Quick Start

Author:Kyle M. Douglass
Contact:kyle.m.douglass@gmail.com
organization:École Polytechnique Fédérale de Lausanne (EPFL)
revision:Revision: 3
date:2016-11-06
abstract:This quick start guide shows how to get up and running with B-Store as quickly as possible.

Installation

Anaconda

Installation is most easily performed using the Anaconda package manager. Download Anaconda for Python 3 (or Miniconda) and run the following commands in the Anaconda shell:

conda update conda
conda config --append channels soft-matter
conda create -n bstore -c kmdouglass bstore

The above commands add a custom channel to the package manager (soft-matter) and give it lower priority over the default channel.
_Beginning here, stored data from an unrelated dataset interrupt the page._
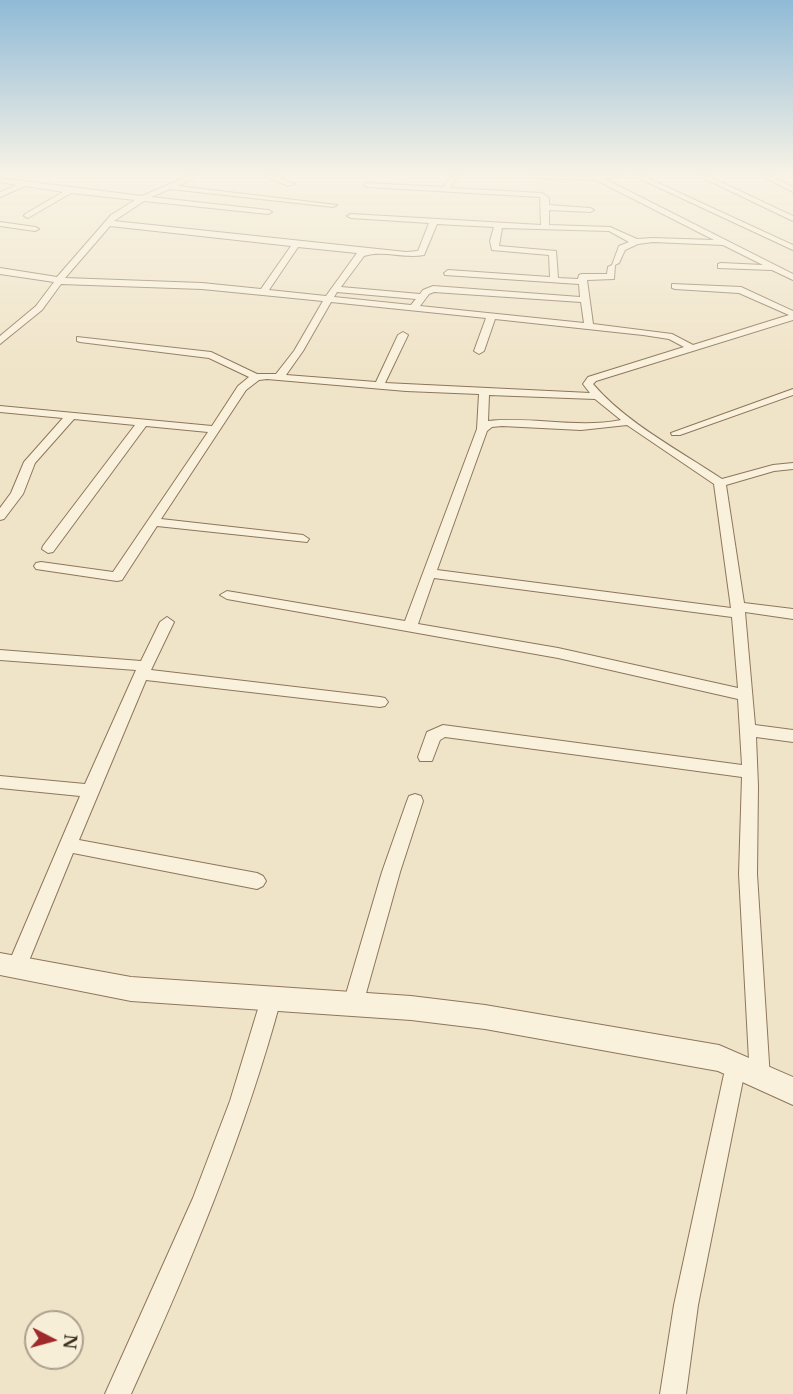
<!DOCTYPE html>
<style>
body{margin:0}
#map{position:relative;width:793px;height:1394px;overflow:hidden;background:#f0e4c8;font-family:"Libre Baskerville",serif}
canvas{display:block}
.north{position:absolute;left:24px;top:1310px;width:60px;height:60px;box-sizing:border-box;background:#f7eed8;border:2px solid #ada18e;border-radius:50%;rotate:96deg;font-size:16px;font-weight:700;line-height:24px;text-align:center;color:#3d2e20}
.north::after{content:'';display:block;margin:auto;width:21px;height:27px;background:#9e2a2b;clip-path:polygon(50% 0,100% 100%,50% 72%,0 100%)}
</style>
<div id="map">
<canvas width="793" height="1394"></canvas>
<div class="north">N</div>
</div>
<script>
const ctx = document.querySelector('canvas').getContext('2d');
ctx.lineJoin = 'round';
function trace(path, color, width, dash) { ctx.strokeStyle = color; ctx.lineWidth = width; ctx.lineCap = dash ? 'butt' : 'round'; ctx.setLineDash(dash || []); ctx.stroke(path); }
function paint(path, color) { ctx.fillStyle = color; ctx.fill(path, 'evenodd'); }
const minor = new Path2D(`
 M188,176H197L178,186L337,205L333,207L170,189L151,197L268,210L272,212L268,214L144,201L114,221L406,252L418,251L429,223L351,218L347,216L351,214L541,225L540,197L367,187L363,185L367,183L443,187L451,176H457L450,188L542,193L549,198V205L590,208L594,210L590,212L549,210V225L610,227L637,239L653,238L714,240L596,180L534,178L530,176H622L605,179L793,274V280L772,270L718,268V264L721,263L763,265L723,245L653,242L638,244L625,250L619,263L615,265L614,279L587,280L593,324L672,334L693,345L789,315L739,293L675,289L672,288V284L741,287L793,311V320L596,381L593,384C625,422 680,451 722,479L773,465L793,463V469L774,471L726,485L744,603L793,609V619L745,612L755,725L793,730V742L756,737L758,786L757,874L770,1079L767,1086L760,1089L753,1086L750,1079L739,874L742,777L445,737L440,740L432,761H420L418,757L427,732L443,725L742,765L738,699L558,658L227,599L220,595L227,591L405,621L477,429L479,394L406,391L267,379L259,380L246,390L161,519L303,535L309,539L307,542L157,526L122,580L117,581L36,569L34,566L36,563L41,562L113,572L208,432L146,426L53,552L48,553L42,549L43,546L135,425L74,419L35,463L23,494L4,519L0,520V508L11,493L24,462L63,418L0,412V406L212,426L238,386L249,377L209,358L80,342L77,341V337L211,352L257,374H276L294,351L323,301L202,289L61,284L42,310L0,344V336L36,306L54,282L0,274V268L57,277L111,215L135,200L71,193L28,218L24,216L25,214L63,192L25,186L0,197V192L17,185L0,182V178L142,196ZM437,224L494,227L490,241L492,250L549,255L550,277L448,270L444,273L445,275L579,284L580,297L433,286L423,290L420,294L341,287L364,256C383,250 404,259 424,255ZM110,226L291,246L261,289L202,283L65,278ZM502,228L609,231L629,242L619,246L612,265L608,267L607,274H582L579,275L578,279L558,278L556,251L499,246ZM298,247L357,253L326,296L269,290ZM337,292L416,299L411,305L334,297ZM434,292L581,302L584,323L420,306L429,294ZM331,302L486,318L474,351L479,354L484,351L495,319L643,335L669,339L684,347L588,377L583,384L590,393L385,383L408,335L403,332L398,335L376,382L286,375L303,351ZM489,395L595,399L621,420C577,429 532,416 488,421ZM627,425L714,484L731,608L437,570L487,431L492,427L502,426L581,430ZM434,578L732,617L738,688L558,648L418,624Z
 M265,176H275L295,184L288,186Z
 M634,176H643L793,245V250Z
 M699,176H708L793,216V221Z
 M762,176H771L793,187V192Z
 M0,222L35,227L39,229L35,231L0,226Z
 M793,389V395L680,435H672L671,433Z
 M167,617L174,622L151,670L380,697L385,698L388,702L385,706L380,707L146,680L79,840L257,873L263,876L266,881L263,886L257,889L73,853L24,973L17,976L10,973L7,967L80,796L0,788V776L85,784L136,670L0,660V650L141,661L160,622Z
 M415,794L421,796L423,801L400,872L363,1004L360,1011L353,1013L346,1011L343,1004L382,872L407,801L409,796Z
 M271,990L278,992L281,999C244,1136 190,1265 131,1394H105L193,1198L230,1101L261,999L264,992Z
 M736,1055L743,1058L746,1065L698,1305L686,1394H660L674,1305L726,1065L729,1058Z`);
const tertiary = new Path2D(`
 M0,953L131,977L411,996L485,1005L719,1045L793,1077V1105L718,1071L485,1029L411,1020L131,1001L0,975Z`);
trace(minor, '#8d765c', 2);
trace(tertiary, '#8d765c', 2);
paint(minor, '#faf1dc');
paint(tertiary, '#faf1dc');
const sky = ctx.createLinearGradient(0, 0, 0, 371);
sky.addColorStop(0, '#8fbad6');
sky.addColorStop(0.47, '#f8f3e6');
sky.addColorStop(1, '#f8f3e600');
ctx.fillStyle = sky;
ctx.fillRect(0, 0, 793, 371);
</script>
Then, a new conda environment named bstore is created and the bstore package is installed from the kmdouglass channel.

If you would like to use Jupyter Notebooks–which aren’t required–, then be sure to run these commands after installing B-Store:

conda install jupyter nb_conda

Every time you want to run bstore, ensure that you are working in the bstore environment with

activate bstore

on Windows and

source activate bstore

on Linux and Mac.

Installation from Source

Alternatively, the source code for B-Store may be cloned from https://github.com/kmdouglass/bstore/. A list of dependencies may be found inside the requirements.txt file inside the repository.
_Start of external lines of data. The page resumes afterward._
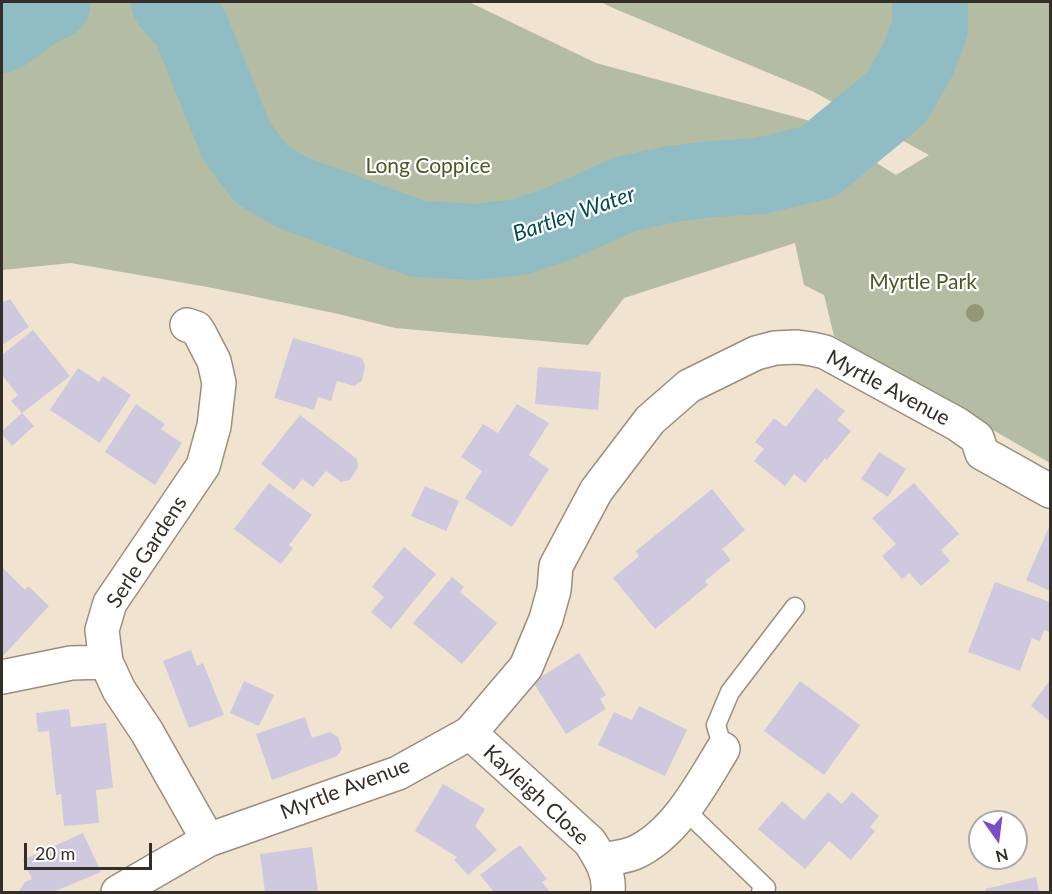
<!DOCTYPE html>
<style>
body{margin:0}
#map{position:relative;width:1052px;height:894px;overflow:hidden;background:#f0e3cf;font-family:Lato,sans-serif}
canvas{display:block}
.frame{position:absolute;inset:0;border:3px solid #332e27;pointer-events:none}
.north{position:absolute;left:968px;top:810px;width:60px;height:60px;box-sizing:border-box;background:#fff;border:2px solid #adaba9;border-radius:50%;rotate:166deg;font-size:16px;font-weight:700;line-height:24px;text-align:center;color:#332e27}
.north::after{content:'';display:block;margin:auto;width:21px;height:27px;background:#7a4dc6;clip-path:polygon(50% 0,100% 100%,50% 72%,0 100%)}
.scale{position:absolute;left:24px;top:843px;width:128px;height:27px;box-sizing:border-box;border:3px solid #332e27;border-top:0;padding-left:8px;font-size:18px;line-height:21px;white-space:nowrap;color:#332e27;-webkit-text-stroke:4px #fff;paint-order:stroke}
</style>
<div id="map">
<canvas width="1052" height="894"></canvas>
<div class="frame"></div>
<div class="north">N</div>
<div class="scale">20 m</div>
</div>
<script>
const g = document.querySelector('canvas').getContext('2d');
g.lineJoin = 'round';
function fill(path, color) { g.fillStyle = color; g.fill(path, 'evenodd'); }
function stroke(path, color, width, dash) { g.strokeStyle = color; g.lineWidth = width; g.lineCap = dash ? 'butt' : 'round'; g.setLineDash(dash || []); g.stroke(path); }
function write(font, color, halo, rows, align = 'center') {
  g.font = font + ' Lato,sans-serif'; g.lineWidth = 4.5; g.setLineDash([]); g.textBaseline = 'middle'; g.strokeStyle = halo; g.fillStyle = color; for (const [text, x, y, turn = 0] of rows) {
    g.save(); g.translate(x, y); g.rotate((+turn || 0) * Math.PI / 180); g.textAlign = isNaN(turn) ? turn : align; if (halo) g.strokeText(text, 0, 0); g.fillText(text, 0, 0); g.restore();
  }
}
fill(new Path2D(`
 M2,2h467l127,61 211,57 89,55 33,-20 -117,-64 -199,-83 -12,-6h449v461l-164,-95 -52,-32 -10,-41 -20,-10 -9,-42 -171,55 -36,47 -193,-17 -61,-15 -121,-25 -142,-25 -69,7z`), '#b4bda4');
stroke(new Path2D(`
 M169,2l21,24 46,114 25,34 30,18 127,47 58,3 43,-5 42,-14 64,-29 46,-10 43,-5 46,-3 58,-14 78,-64 22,-38 12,-32v-26
 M2,35l37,-27 14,-6`), '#8fbdc3', 76);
fill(new Path2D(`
 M2,299l2,3 6,-3 19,28 -27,18z
 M33,330l37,46 -48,37 -11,-12 7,-6 -16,-20v-20z
 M293,338l69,20 3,8 -3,15 -8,5 -17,-5 -6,20 -13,-4 -4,13 -40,-12z
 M538,367l63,5 -3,38 -63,-6z
 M78,368l21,14 4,-6 28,19 -31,48 -50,-33z
 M816,388l29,23 -8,9 14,11 -24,29 -2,-2 -20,25 -11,-9 -9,12 -31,-25 10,-12 -9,-7 19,-24 12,9z
 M136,404l29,20 -4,5 21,14 -27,42 -50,-33z
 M517,404l32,19 -20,32 20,14 -37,58 -47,-29 17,-27 -21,-14 22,-33 15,9z
 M22,413l12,13 -22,20 -10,-12v-3z
 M300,415l57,44 1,8 -8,13 -9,2 -15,-11 -13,16 -11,-8 -8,11 -33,-26z
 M879,452l27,17 -18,28 -27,-18z
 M269,483l43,32 -23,30 4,3 -12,16 -47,-35z
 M914,483l45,51 -18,16 9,11 -29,25 -12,-13 -7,6 -20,-23 14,-12 -24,-26z
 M425,486l34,15 -13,30 -35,-15z
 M712,489l33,41 -23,19 9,11 -26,21 3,4 -53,44 -42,-51 26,-22 -3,-5z
 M1050,525v66l-24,-11z
 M404,547l32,27 -45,55 -20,-17 13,-15 -12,-10z
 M2,567l23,23 3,-4 21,20 -47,51z
 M452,577l12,10 -4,5 37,31 -35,41 -49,-41z
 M995,582l55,20v30l-6,-2 -4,11 -8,-3 -12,33 -52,-19z
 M191,650l6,16 6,-3 21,52 -35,13 -26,-67z
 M579,653l27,42 -6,4 6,10 -40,25 -33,-52z
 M1050,680v41l-19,-15z
 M244,681l30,14 -15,31 -29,-13z
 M800,681l60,44 -36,50 -60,-44z
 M639,706l48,24 -22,46 -67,-31 16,-33 18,8z
 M69,709l2,18 35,-4 7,65 -17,2 3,33 -35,3 -3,-32 -5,1 -7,-64 -11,1 -2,-19z
 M305,717l7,21 18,-6 8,5 4,12 -5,7 -65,24 -16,-46z
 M443,784l42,25 -10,17 22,24 -29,25 -14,-15 3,-3 -42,-26z
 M828,792l14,12 10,-12 27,24 -9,11 5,4 -24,29 -22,-19 -24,28 -47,-40 24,-28 22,19z
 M83,833l18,39 -48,20h-33l-1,-1 6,-9 7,-3 -9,-19z
 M520,845l27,34 -5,3 8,10h-56l-14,-17z
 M312,847l6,45h-53l-5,-38z
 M1036,877l3,15h-53l-1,-3z`), '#cec9df');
const lane = new Path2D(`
 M723,749l-7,-24 14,-33 65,-85
 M685,810l81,78 -5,4`);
const street = new Path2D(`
 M187,325l9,3 4,6 14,27 5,22 -5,43 -11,40 -93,137 -8,27 4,32 13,28 28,42 61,108
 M2,677l69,-14 35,-1
 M470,733l120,109c10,16 20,31 18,50
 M602,860c10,-2 22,-3 32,-7 41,-18 67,-68 89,-104
 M118,892l90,-52 190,-67 72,-40 56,-66 20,-48 8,-29 2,-24 40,-75 54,-71 39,-34 67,-33 19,-5 22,-1 15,2 13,3 132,72 20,14 5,15 68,38`);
stroke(lane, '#9b8f7c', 21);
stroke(street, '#9b8f7c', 36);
stroke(lane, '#fff', 18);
stroke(street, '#fff', 33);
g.fillStyle = '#949872';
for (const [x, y] of [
 [975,313]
]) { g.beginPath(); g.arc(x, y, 9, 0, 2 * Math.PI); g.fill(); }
write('21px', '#495a26', '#fff', [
 ["Long Coppice",428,166],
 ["Myrtle Park",923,282]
]);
write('21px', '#332e27', '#fff', [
 ["Myrtle Avenue",888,388,28],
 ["Serle Gardens",147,552,-57],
 ["Myrtle Avenue",345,789,-21],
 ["Kayleigh Close",536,795,43]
]);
write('italic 22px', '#034a52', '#fff', [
 ["Bartley Water",574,214,-19]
]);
</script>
The master branch contains code that has been more thoroughly tested than any other branch. The development branch contains the version of the code with the latest features but is more likely to suffer from bugs.

Getting Started

Background

The B-Store workflow is divided between these two tasks:

  1. Sort and place all the files from a single molecule localization microscopy (SMLM) acquisition into a single file known as a Datastore.
  2. Automatically access this datastore for batch analyses.

B-Store uses popular scientific Python libraries for working with SMLM data. Most notably, it uses Pandas DataFrames for working with tabulated localization data and the standard json module for handling metadata. Images are treated as NumPy arrays whose image metadata can be read from tiff tags (OME-XML and Micro-Manager metadata are currently supported). Reading and writing from/to HDF files is performed with h5py (though Pandas uses PyTables for a few operations).

What all this means is that if you can’t do something with B-Store, chances are you can implement a custom solution using another Python library.

Jupyter Notebook Examples

If you want to learn more after working through the quick-start guide, then you can find examples inside the Jupyter Notebooks at the B-Store GitHub repository.

Jupyter Notebooks are a great way to interactively work with B-Store when writing code and are very common in the scientific Python community. They are free, powerful, and provide a convenient way to document your work and share it with others. Alternatively, you may use any other Python interpreter to work with B-Store functions.

B-Store Test Datasets

The B-Store test files repository contains a number of datasets for B-Store’s unit tests. These datasets may also be used to try out the code in the examples or in this guide.

Workflow Summary

B-Store is a collection of tools for working with SMLM data. You may interact with these tools in two different ways:

  1. by using the GUI, and
  2. by writing Python code

Once you have a set of HDF files, you may open them in any software package or language that supports HDF, such as MATLAB.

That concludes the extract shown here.